*What you need to do*.
Write out exactly the lines below that run from the one containing "Map reading. Dump" through the one containing "I am building", both included, with no other lines.

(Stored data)

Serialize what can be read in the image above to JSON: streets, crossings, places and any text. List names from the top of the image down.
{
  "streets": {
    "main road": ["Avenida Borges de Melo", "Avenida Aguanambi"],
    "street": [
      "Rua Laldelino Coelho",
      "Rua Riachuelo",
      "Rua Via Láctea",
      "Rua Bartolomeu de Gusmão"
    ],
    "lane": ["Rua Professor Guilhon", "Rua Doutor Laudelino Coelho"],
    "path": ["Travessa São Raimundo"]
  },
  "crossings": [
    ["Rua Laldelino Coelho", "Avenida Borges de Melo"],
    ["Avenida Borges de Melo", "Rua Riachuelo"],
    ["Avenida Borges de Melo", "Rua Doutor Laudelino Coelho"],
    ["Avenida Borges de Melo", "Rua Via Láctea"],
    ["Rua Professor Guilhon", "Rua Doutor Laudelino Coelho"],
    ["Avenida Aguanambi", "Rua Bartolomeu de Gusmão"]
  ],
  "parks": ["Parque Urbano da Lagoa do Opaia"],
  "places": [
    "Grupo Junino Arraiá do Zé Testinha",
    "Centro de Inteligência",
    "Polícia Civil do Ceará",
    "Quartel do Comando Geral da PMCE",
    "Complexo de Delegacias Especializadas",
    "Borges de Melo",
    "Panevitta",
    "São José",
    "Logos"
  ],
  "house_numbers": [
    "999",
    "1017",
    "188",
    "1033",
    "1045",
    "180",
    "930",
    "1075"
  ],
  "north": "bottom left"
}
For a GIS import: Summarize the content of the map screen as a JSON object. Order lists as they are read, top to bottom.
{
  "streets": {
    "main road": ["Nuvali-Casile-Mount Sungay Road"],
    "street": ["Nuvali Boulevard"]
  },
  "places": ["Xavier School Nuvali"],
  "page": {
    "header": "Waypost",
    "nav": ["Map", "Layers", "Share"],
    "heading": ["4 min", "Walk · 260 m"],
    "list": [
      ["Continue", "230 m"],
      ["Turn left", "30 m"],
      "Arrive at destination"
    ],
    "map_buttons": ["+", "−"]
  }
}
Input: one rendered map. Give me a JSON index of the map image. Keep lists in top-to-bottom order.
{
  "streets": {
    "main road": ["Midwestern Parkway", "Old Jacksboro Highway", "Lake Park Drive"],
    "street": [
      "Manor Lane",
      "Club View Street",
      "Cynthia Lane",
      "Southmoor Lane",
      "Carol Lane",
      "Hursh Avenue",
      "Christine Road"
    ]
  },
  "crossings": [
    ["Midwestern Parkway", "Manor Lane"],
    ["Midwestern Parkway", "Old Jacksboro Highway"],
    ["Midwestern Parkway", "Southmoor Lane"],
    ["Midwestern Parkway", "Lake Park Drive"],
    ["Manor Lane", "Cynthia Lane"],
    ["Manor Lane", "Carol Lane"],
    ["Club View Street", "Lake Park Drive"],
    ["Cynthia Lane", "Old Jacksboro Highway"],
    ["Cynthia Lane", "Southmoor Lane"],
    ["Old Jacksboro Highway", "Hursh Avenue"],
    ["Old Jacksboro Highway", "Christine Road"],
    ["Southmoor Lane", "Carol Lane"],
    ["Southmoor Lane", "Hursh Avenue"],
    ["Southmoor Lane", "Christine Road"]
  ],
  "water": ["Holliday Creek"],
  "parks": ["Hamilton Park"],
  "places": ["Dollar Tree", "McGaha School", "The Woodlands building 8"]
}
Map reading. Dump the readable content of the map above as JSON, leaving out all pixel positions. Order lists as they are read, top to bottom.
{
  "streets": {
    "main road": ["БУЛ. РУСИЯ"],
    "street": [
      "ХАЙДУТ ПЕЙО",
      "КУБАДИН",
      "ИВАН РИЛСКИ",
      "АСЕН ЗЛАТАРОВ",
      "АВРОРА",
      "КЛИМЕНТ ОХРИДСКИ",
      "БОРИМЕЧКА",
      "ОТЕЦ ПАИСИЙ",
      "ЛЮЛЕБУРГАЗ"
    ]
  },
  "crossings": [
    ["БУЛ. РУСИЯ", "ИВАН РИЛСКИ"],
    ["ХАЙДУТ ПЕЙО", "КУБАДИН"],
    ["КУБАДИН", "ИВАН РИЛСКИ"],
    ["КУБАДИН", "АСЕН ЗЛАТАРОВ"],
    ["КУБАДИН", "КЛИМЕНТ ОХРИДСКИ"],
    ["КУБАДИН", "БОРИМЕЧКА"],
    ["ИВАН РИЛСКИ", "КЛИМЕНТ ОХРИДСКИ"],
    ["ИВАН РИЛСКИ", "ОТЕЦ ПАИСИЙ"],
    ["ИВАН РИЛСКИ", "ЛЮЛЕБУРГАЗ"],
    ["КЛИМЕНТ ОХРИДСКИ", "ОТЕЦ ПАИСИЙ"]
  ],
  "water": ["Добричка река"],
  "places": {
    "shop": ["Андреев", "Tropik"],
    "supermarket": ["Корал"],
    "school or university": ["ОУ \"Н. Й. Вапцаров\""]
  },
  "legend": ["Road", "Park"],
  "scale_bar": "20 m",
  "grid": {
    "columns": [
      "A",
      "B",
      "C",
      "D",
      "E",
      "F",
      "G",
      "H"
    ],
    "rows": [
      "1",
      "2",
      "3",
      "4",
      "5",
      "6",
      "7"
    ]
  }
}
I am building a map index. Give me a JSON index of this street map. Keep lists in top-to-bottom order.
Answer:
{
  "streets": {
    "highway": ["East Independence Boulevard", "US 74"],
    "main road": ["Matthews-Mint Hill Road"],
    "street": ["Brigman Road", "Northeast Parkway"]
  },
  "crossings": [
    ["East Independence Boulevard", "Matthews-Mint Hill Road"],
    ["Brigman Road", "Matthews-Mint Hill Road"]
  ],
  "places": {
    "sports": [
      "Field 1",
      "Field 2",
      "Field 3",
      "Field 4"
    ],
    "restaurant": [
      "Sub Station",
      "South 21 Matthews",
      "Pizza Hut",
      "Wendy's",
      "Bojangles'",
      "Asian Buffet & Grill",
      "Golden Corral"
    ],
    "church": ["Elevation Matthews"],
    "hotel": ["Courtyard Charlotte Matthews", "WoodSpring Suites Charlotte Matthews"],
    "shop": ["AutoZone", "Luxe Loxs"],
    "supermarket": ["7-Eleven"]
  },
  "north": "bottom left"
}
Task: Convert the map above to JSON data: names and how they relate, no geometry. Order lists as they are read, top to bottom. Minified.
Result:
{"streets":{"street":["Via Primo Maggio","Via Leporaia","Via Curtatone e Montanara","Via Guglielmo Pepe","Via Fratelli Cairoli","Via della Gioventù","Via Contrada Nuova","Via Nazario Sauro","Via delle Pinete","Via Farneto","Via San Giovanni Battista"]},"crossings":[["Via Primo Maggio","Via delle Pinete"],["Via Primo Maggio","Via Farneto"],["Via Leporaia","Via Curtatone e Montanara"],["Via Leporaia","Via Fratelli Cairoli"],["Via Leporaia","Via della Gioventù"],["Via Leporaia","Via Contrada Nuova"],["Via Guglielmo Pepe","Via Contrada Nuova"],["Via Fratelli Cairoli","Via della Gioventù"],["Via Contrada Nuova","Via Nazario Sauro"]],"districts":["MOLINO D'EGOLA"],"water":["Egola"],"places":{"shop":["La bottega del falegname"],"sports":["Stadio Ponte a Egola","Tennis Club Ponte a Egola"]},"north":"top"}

*Task output*.
Map reading. Dump the readable content of the map above as JSON, leaving out all pixel positions. Order lists as they are read, top to bottom.
{
  "streets": {
    "main road": ["БУЛ. РУСИЯ"],
    "street": [
      "ХАЙДУТ ПЕЙО",
      "КУБАДИН",
      "ИВАН РИЛСКИ",
      "АСЕН ЗЛАТАРОВ",
      "АВРОРА",
      "КЛИМЕНТ ОХРИДСКИ",
      "БОРИМЕЧКА",
      "ОТЕЦ ПАИСИЙ",
      "ЛЮЛЕБУРГАЗ"
    ]
  },
  "crossings": [
    ["БУЛ. РУСИЯ", "ИВАН РИЛСКИ"],
    ["ХАЙДУТ ПЕЙО", "КУБАДИН"],
    ["КУБАДИН", "ИВАН РИЛСКИ"],
    ["КУБАДИН", "АСЕН ЗЛАТАРОВ"],
    ["КУБАДИН", "КЛИМЕНТ ОХРИДСКИ"],
    ["КУБАДИН", "БОРИМЕЧКА"],
    ["ИВАН РИЛСКИ", "КЛИМЕНТ ОХРИДСКИ"],
    ["ИВАН РИЛСКИ", "ОТЕЦ ПАИСИЙ"],
    ["ИВАН РИЛСКИ", "ЛЮЛЕБУРГАЗ"],
    ["КЛИМЕНТ ОХРИДСКИ", "ОТЕЦ ПАИСИЙ"]
  ],
  "water": ["Добричка река"],
  "places": {
    "shop": ["Андреев", "Tropik"],
    "supermarket": ["Корал"],
    "school or university": ["ОУ \"Н. Й. Вапцаров\""]
  },
  "legend": ["Road", "Park"],
  "scale_bar": "20 m",
  "grid": {
    "columns": [
      "A",
      "B",
      "C",
      "D",
      "E",
      "F",
      "G",
      "H"
    ],
    "rows": [
      "1",
      "2",
      "3",
      "4",
      "5",
      "6",
      "7"
    ]
  }
}
I am building a map index. Give me a JSON index of this street map. Keep lists in top-to-bottom order.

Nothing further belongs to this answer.